PATRICIA CORNWELL. Unnatural Exposure

‘Right. So an entire island gets destroyed while we sit back and watch it burn,’ Miles angrily said to me. ‘I can’t believe this. Goddamn it.’ He pounded his fist on the table. ‘This can’t be happening in Virginia!’

He got out of his chair. ‘Gentlemen. I would like to know what we should do if we start getting patients in other parts of this state. The health of Virginia, after all, is what the governor appointed me to take care of.’ His face was dark red and he was sweating. ‘Are we supposed to just do like the Yankees and start burning down our cities and towns?’

‘Should this spread,’ Fujitsubo said, ‘clearly we’ll have to utilize our hospitals, have wards, just as we did during earlier times.
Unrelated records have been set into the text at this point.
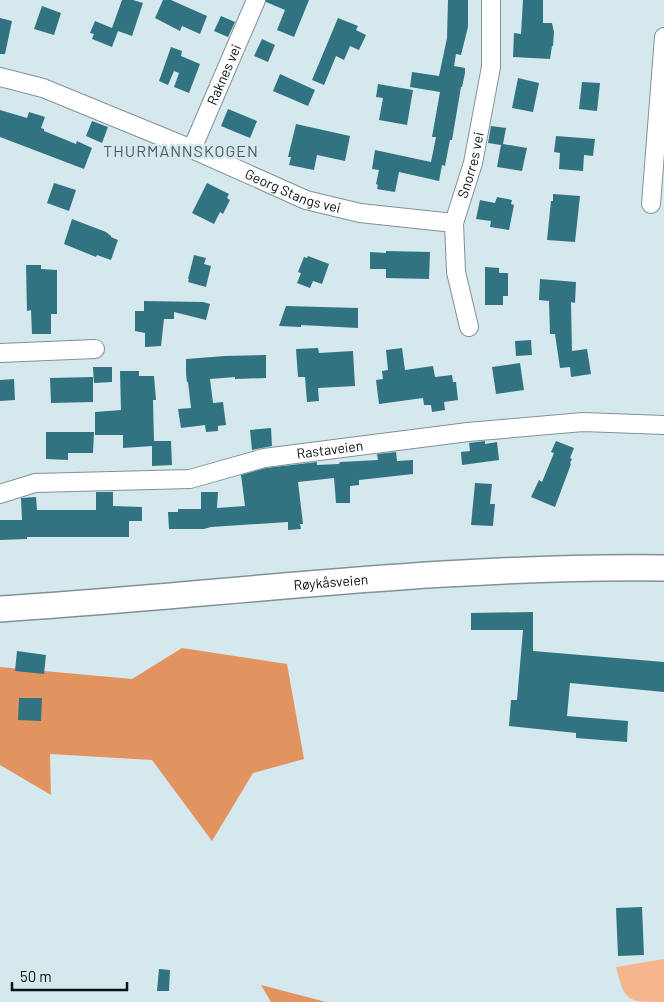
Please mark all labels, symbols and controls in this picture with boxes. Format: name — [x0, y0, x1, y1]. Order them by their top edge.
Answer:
street label: Raknes vei — [203, 41, 244, 107]
street label: Snorres vei — [453, 130, 487, 200]
district label: THURMANNSKOGEN — [103, 141, 259, 160]
street label: Georg Stangs vei — [243, 165, 343, 216]
street label: Rastaveien — [295, 436, 364, 462]
street label: Røykåsveien — [293, 570, 369, 593]
scale bar — [12, 960, 128, 992]
text: 50 m — [20, 967, 52, 985]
CDC and my people are already alerting local medical personnel, and will work with them closely.’

‘We realize that hospital personnel are at the greatest risk,’ Martin added. ‘Sure would be nice if Congress would end this goddamn furlough so I don’t have one hand and both legs tied behind my back.’
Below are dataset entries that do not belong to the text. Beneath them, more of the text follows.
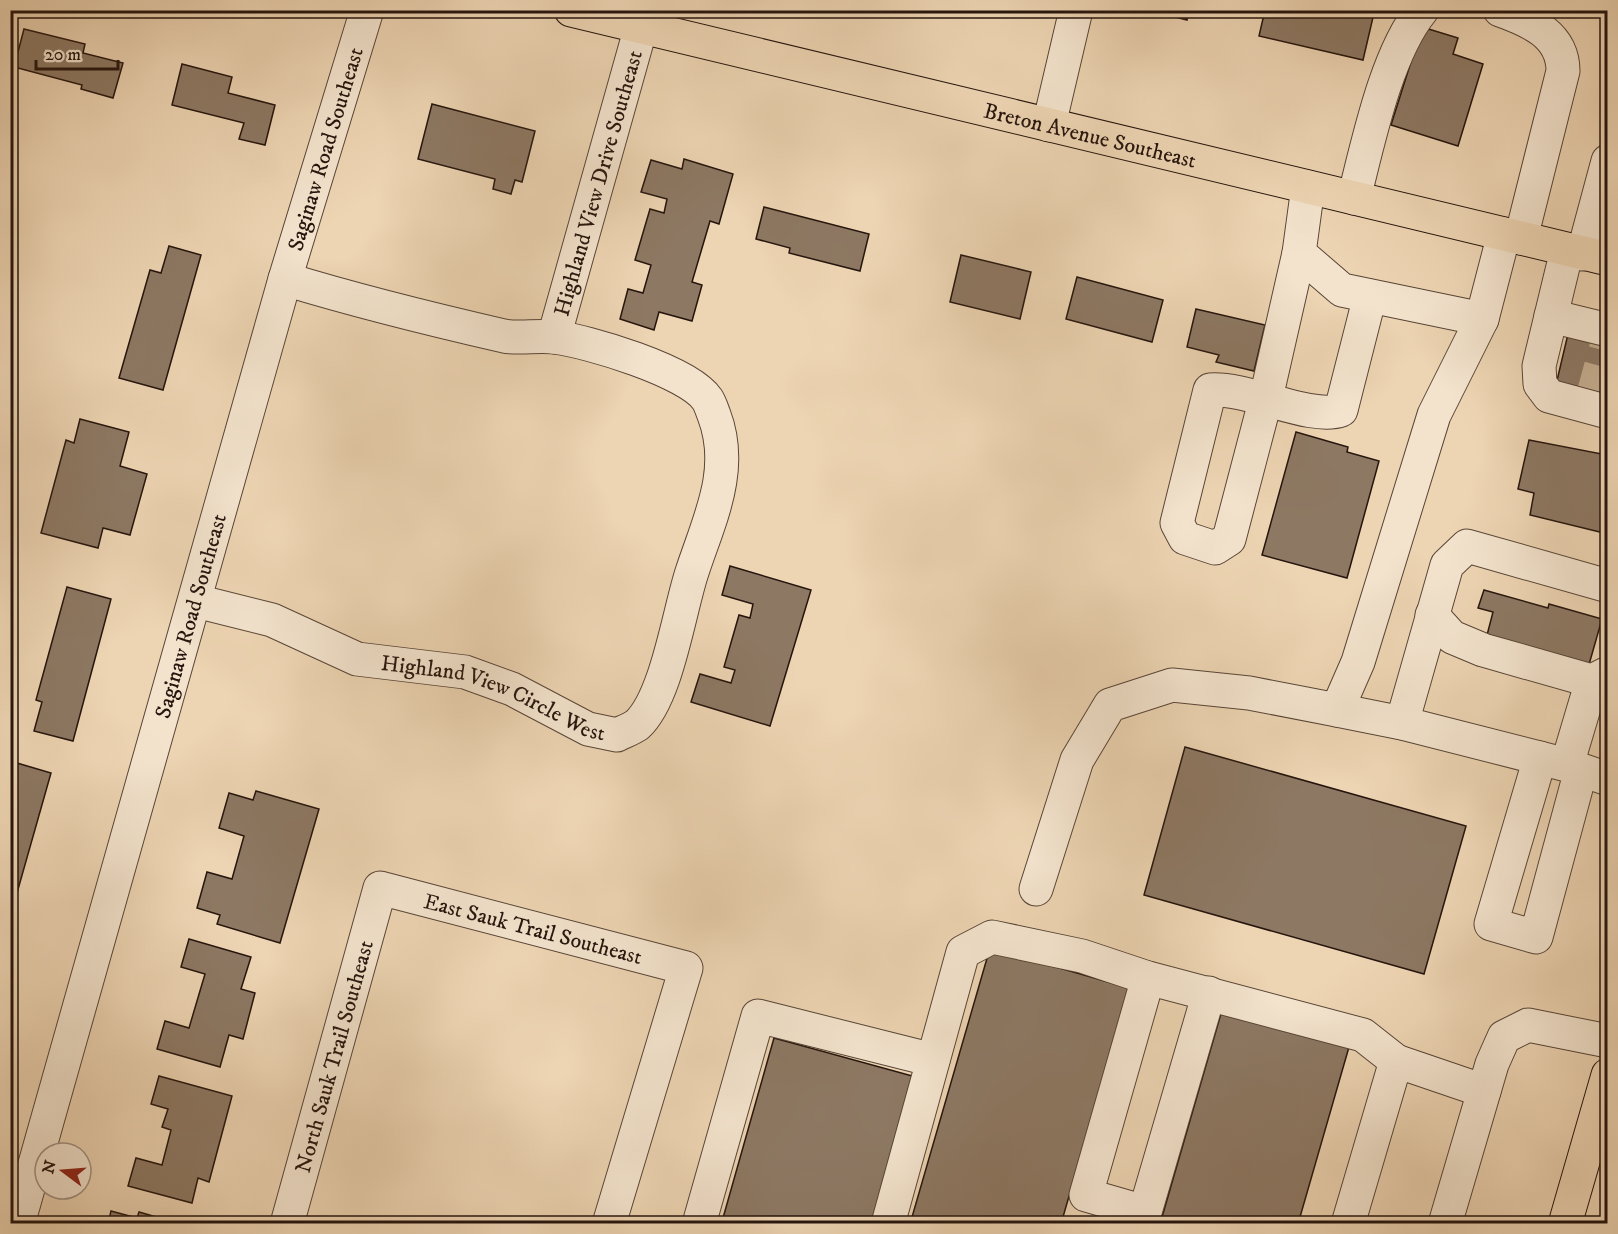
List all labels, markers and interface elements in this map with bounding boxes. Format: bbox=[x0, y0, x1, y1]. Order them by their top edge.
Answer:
scale bar bbox=[36, 33, 118, 71]
text: 20 m bbox=[45, 44, 81, 66]
street label: Saginaw Road Southeast bbox=[282, 44, 370, 254]
street label: Highland View Drive Southeast bbox=[549, 47, 649, 319]
street label: Breton Avenue Southeast bbox=[981, 98, 1199, 175]
street label: Saginaw Road Southeast bbox=[150, 511, 233, 722]
street label: Highland View Circle West bbox=[379, 650, 607, 747]
street label: East Sauk Trail Southeast bbox=[421, 888, 645, 971]
street label: North Sauk Trail Southeast bbox=[290, 937, 380, 1176]
north arrow bbox=[33, 1141, 93, 1201]
text: N bbox=[38, 1158, 61, 1176]

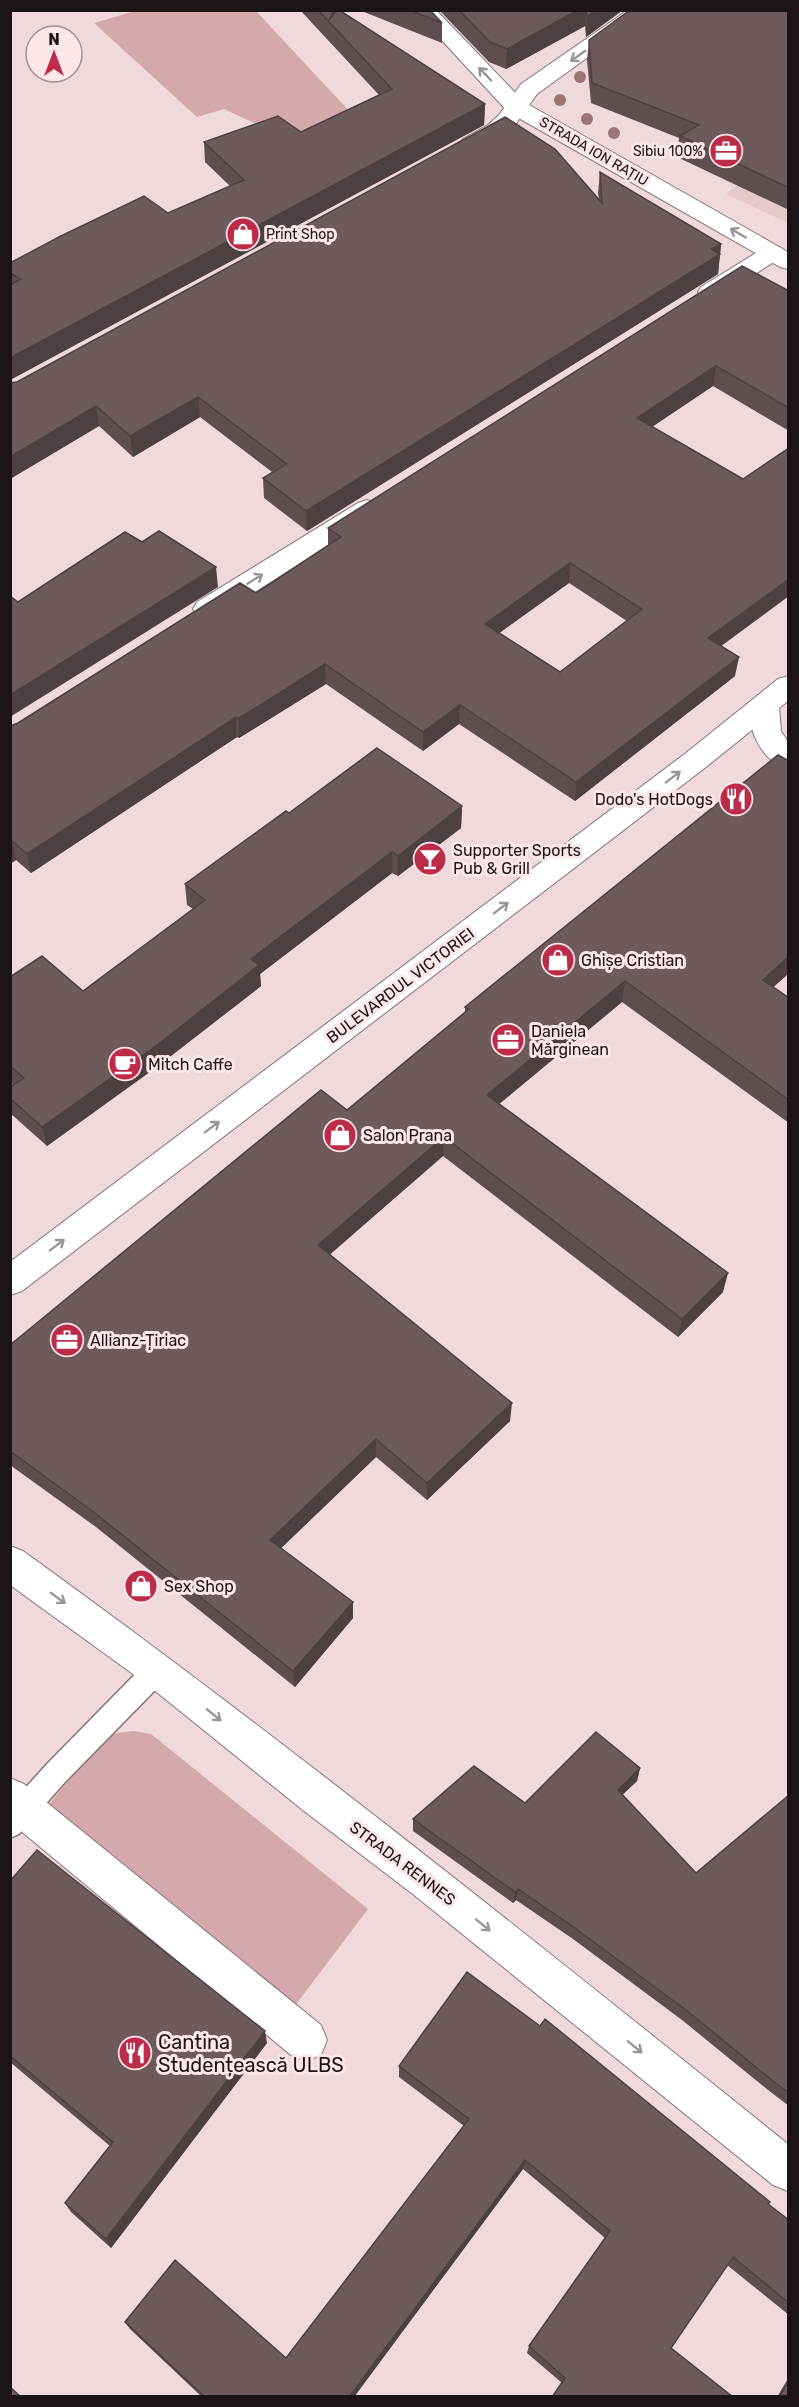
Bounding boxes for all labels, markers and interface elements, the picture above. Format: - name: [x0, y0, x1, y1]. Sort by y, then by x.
- north arrow: [24, 24, 84, 84]
- text: N: [48, 30, 60, 49]
- one-way arrow: [570, 50, 586, 62]
- one-way arrow: [478, 67, 492, 82]
- street label: STRADA ION RAȚIU: [536, 113, 651, 190]
- office icon: Sibiu 100%: [708, 133, 744, 169]
- place label: Sibiu 100%: [633, 143, 703, 160]
- shop icon: Print Shop: [225, 216, 261, 252]
- place label: Print Shop: [266, 226, 335, 243]
- one-way arrow: [729, 227, 747, 238]
- one-way arrow: [246, 573, 263, 585]
- one-way arrow: [665, 771, 681, 783]
- restaurant icon: Dodo's HotDogs: [718, 781, 754, 817]
- place label: Dodo's HotDogs: [595, 790, 713, 809]
- bar icon: Supporter Sports Pub & Grill: [412, 841, 448, 877]
- place label: Supporter Sports Pub & Grill: [453, 841, 581, 878]
- one-way arrow: [493, 901, 509, 914]
- street label: BULEVARDUL VICTORIEI: [323, 924, 478, 1047]
- shop icon: Ghișe Cristian: [540, 942, 576, 978]
- place label: Ghișe Cristian: [581, 951, 684, 970]
- office icon: Daniela Mărginean: [490, 1022, 526, 1058]
- place label: Daniela Mărginean: [531, 1022, 609, 1059]
- cafe icon: Mitch Caffe: [107, 1046, 143, 1082]
- place label: Mitch Caffe: [148, 1055, 233, 1074]
- shop icon: Salon Prana: [322, 1117, 358, 1153]
- one-way arrow: [204, 1121, 220, 1134]
- place label: Salon Prana: [363, 1126, 452, 1145]
- one-way arrow: [49, 1239, 65, 1252]
- office icon: Allianz-Țiriac: [49, 1322, 85, 1358]
- place label: Allianz-Țiriac: [90, 1331, 186, 1350]
- shop icon: Sex Shop: [123, 1568, 159, 1604]
- place label: Sex Shop: [164, 1577, 234, 1596]
- one-way arrow: [49, 1592, 65, 1604]
- one-way arrow: [205, 1708, 221, 1721]
- street label: STRADA RENNES: [346, 1817, 459, 1909]
- one-way arrow: [475, 1919, 491, 1932]
- place label: Cantina Studențească ULBS: [158, 2030, 344, 2077]
- restaurant icon: Cantina Studențească ULBS: [117, 2035, 153, 2071]
- one-way arrow: [627, 2041, 643, 2054]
‘Believe me, the president, Congress, knows.’

‘Senator Nagle assures me it will end by tomorrow morning.’

‘They’re always certain, say the same thing every time.’
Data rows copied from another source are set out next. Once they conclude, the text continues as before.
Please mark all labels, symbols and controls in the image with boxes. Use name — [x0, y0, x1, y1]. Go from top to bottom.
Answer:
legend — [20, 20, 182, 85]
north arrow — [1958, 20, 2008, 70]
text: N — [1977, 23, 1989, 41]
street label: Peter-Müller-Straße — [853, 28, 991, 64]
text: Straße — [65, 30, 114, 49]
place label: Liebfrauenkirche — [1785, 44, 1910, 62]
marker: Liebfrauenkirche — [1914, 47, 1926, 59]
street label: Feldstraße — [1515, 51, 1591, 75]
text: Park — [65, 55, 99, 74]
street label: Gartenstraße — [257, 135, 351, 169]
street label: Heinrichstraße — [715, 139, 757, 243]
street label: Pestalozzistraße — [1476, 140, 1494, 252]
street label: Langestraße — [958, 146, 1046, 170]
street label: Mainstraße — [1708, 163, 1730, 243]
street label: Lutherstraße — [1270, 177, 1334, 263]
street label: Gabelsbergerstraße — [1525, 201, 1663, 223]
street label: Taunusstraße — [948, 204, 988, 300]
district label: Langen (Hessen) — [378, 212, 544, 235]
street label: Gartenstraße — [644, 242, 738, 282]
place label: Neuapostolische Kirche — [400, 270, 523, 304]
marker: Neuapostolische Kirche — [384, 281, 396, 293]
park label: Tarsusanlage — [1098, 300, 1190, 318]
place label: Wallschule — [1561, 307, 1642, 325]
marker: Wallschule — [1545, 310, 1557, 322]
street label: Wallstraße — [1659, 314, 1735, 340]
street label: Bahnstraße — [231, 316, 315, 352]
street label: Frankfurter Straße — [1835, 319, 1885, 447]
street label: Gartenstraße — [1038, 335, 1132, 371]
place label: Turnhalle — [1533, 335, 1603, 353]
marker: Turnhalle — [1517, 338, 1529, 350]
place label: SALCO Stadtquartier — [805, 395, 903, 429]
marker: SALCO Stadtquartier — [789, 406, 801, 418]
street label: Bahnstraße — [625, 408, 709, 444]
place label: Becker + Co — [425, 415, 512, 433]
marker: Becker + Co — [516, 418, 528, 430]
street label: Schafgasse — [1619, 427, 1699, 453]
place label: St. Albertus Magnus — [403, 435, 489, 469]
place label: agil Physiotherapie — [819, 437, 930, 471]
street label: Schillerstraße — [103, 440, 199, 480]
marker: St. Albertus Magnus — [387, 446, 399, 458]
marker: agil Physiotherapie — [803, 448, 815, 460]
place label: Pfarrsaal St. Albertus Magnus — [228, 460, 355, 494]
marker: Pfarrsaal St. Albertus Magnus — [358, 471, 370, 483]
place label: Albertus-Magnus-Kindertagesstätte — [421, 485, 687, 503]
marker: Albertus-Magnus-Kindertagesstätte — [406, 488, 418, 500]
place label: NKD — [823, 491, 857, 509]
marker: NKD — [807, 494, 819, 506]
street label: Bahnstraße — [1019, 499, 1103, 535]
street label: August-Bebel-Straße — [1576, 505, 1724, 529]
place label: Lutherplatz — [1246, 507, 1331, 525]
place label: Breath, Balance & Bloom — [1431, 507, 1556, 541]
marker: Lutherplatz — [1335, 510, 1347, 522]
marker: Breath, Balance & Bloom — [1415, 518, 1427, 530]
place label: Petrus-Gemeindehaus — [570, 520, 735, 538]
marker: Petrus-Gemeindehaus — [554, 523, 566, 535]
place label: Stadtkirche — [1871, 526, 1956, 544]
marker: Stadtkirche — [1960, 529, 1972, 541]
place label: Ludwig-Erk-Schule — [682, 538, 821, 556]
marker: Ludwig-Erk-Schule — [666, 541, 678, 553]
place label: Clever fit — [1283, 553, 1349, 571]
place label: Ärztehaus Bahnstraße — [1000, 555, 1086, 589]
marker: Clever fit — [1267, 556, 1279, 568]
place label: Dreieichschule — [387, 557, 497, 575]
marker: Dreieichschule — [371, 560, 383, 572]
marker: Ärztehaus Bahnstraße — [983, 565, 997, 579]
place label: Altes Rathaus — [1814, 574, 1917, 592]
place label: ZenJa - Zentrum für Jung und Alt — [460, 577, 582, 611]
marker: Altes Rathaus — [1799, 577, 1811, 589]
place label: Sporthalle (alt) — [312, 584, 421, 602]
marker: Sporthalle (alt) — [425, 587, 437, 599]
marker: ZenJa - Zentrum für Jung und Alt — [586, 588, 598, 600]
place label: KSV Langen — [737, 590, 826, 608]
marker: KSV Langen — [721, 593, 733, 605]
The swelling and itching of the revaccination site on my arm was a constant reminder that I had been inoculated with a virus probably for nothing. I complained to Wesley all the way out to the parking lot.

‘I’ve been reexposed, and I’m sick with something, meaning I’m probably immunosuppressed, on top of it all.’

‘How do you know you don’t have it?’ he carefully asked.

‘I don’t know.’

‘Then you could be infectious.’

‘No, I couldn’t be. A rash is the first sign of that, and I check myself daily. At the slightest hint of such a thing, I would go back into isolation. I would not come within one hundred feet of you or anybody else, Benton,’ I said, my anger unreasonably spiking at his suggestion that I might risk infecting anyone with even a mundane cold.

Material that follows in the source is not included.